My First Wizard World

 

If Balticon can be described as a big family, then Wizard World is gathering every family’s idiot cousins and putting them in one very confined room. I’d looked forward to Wizard World for a while. I always wanted to go, but I always seemed to miss it. So my intrepid editor, Skott, got me a press pass with the simple instruction of have fun and write about it later.

That’s where my reference to idiot family members comes in. The people who run this little shindig tried to have a semblance of order by having volunteers yell at people who go in through the out door (guilty), having a copious amount of lines with no sense of purpose and having as few people as possible to help out at the ticket lines. People with express tickets sat in the same line as people who bought regular tickets. I almost went off on the people at the registration desk when they couldn’t find my name or the name of this wonderful little site on their list. Until they looked under “The Nerd Signal”. Lo and behold there I was! Then I got to stand in a line for an hour as they opened the doors 20 minutes late.

Does it sound like I am having fun yet Skott?

Ok, enough sniping. In spite of organizational skills that would make a group of chimps proud I did enjoy myself. To a point. Too many people in such a surprisingly small space made me feel cramped. The floor layout managed to waste the most amount of open area imaginable. Oh, and I almost managed to knock over Walter Koenig while trying to get through the autograph booths (mad props to him for coming out after suffering a terrible loss, you truly are the man).

They had actors from some of the greatest sci-fi franchises around. There were a few we had to Google to figure out who they were, but they were mostly recognizable names like Ernie “Ghostbusters” Hudson, Gil “Buck Rogers” Gerard, Patrick Stewart, and Johnny Fairplay.

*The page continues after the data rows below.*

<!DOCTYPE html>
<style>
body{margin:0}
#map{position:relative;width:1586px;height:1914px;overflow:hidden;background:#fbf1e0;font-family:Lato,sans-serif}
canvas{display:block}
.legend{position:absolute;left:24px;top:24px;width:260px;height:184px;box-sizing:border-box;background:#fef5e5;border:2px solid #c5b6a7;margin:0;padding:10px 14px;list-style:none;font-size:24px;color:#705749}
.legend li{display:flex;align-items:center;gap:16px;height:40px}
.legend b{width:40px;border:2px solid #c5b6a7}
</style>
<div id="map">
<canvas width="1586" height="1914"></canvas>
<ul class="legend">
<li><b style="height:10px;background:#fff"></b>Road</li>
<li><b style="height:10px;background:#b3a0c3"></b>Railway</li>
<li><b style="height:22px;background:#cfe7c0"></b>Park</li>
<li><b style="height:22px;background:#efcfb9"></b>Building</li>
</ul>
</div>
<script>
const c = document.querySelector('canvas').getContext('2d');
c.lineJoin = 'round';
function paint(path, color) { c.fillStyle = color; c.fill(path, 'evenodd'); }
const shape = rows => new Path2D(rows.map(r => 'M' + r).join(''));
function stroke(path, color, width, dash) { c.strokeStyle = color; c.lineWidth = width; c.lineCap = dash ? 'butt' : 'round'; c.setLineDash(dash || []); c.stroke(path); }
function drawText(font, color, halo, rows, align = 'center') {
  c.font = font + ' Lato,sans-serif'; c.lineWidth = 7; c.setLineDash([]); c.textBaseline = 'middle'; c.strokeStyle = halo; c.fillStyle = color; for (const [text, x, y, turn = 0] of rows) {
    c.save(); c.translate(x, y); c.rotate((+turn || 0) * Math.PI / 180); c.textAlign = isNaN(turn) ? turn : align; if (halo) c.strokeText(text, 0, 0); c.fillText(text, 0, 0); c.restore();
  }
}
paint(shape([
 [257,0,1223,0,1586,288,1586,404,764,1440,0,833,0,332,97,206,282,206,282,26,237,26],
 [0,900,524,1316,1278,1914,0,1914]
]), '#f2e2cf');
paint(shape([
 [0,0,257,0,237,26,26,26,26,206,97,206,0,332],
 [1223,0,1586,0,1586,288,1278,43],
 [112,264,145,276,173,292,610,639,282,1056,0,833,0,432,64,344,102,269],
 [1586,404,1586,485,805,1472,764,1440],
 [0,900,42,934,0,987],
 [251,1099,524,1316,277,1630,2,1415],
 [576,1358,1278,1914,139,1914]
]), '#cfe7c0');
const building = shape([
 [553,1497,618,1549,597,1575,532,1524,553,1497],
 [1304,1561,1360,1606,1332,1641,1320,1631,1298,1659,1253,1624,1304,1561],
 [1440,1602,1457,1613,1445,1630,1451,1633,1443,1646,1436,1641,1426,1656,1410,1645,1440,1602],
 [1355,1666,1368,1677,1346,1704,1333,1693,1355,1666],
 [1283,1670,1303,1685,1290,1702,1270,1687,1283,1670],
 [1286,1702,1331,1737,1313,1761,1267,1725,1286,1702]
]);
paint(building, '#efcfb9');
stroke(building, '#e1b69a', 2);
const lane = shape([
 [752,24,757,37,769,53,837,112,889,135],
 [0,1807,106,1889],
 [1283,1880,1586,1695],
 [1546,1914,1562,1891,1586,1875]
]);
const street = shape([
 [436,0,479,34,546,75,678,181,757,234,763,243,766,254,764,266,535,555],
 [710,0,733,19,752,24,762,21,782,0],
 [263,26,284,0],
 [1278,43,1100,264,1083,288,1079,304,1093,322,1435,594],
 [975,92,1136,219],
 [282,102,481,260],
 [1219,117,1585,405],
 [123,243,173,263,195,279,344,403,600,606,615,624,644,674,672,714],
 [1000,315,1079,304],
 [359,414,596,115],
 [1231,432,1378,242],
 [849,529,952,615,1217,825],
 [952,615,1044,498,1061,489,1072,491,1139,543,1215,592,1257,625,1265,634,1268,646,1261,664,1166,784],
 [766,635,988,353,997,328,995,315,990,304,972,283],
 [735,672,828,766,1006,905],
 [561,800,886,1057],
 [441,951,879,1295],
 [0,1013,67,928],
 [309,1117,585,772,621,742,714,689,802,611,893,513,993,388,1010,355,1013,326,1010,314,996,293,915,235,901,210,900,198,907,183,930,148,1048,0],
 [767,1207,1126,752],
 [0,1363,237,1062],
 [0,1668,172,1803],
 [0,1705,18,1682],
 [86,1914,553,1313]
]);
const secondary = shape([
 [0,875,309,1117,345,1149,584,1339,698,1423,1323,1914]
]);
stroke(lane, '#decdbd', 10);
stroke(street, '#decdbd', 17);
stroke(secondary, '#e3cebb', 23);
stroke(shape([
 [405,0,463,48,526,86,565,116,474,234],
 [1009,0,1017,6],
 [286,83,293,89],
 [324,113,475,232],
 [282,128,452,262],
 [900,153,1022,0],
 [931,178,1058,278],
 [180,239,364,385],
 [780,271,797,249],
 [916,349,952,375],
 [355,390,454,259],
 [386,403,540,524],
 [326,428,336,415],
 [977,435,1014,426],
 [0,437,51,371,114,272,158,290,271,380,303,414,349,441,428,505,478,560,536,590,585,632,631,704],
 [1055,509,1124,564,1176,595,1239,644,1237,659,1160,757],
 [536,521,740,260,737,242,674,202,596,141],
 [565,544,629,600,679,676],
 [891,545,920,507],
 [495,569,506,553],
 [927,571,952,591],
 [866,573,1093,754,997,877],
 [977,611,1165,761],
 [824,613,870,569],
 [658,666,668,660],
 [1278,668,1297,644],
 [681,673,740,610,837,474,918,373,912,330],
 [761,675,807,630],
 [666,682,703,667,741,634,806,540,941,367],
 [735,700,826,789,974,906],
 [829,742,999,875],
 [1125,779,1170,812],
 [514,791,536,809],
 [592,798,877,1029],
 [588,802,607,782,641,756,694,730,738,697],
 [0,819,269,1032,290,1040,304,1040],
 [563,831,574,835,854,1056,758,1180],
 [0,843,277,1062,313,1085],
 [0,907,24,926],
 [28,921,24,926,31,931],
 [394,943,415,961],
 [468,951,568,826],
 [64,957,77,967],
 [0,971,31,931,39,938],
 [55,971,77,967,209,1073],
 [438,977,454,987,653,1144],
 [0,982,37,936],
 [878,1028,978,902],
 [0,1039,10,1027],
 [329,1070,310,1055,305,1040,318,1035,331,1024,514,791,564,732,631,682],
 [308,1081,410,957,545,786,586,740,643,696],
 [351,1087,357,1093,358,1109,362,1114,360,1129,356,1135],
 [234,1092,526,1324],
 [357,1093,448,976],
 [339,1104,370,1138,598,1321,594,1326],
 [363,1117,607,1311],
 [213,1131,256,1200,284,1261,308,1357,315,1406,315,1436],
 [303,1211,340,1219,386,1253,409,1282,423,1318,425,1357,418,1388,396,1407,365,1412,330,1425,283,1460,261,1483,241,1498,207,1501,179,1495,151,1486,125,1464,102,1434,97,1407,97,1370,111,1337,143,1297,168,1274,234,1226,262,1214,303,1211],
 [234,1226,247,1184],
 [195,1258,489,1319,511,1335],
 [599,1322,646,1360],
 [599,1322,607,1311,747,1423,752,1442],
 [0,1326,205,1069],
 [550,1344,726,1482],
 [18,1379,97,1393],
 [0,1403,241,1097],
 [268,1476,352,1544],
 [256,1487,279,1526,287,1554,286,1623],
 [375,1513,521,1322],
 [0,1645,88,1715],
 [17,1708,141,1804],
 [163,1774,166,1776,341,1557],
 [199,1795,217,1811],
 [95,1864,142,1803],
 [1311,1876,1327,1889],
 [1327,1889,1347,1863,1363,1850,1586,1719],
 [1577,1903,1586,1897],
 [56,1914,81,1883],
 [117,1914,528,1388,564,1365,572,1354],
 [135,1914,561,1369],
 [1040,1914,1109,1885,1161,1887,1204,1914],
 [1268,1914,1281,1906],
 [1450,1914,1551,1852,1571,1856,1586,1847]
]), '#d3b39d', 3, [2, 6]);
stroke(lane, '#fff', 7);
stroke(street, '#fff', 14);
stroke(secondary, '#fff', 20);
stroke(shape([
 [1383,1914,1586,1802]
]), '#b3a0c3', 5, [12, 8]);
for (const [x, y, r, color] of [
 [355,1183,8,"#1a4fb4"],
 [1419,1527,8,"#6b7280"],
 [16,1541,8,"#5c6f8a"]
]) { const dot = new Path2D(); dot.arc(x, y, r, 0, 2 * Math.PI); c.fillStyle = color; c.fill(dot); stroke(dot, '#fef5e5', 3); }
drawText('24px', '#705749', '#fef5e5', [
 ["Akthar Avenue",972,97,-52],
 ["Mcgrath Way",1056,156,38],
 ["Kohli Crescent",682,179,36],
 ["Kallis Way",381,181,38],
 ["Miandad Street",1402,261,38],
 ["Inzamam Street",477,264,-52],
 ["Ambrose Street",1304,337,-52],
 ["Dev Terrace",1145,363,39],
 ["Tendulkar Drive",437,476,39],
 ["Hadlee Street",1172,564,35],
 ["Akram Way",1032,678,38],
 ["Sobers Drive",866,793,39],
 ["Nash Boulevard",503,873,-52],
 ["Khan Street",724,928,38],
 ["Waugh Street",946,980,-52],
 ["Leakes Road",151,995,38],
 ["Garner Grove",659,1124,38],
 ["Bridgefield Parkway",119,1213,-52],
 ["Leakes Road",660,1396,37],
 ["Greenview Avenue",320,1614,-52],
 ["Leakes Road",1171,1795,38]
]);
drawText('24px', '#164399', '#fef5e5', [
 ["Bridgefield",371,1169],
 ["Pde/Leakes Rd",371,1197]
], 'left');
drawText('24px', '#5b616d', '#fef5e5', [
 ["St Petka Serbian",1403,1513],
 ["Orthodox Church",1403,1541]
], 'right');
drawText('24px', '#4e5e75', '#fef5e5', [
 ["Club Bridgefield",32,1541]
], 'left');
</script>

Whoa, back up. Johnny Fairplay? That tool from Survivor who lied about his grandmother dying? Sure enough there were several reality “stars” there. I vomit a little when I use the term star to describe them. Peter Brady, or whatever his name is, was there with his wife Adrianne Curry who has to be twice as annoying in person as she is on TV. They had no business being there. So why were they? As a consolation almost no one visited their booths. Sad, but sci-fi fans aren’t so easily fooled. Except by the cosplay women offering half-hearted massages for $10 a pop.

I am amazed how many talented artists there are that I have never heard of. Men and women who I watched bang out fantastic pieces of work (with a pen!) in under a few minutes. I was impressed. Some not so much, but they were few and far between. There were even two girls who couldn’t have been more than high school age who created very impressive manga. The pros would be proud to know their art form is in capable hands.

One major thing lacking this year was the fact there were few panels. Skott recommended I see James Marsters. Good call. He was funny, honest, and knew how to work a crowd. And I hate to admit I thought he was British! Now that is acting. I wanted to go to TNG panel, but I was spent by that point. Bruce Campbell’s was impossible to even get near. The rest I had very little interest in seeing.

And now for the real heroes of the day: people who spend countless hours coming up with amazing costumes. This is one time of the year where they can be a star. Considering how much work went into their costumes I gladly gave it to them. They earned it big time. From The steampunk crew, to the roaming Dalek, and even a Transformer. I even got a hug from Rorschach. He was holding up a sign offering free hugs. How could I resist? I tip my hat to you guys. You are awesome. That right there made the day worthwhile. My fellow geeks going all out for something they enjoy.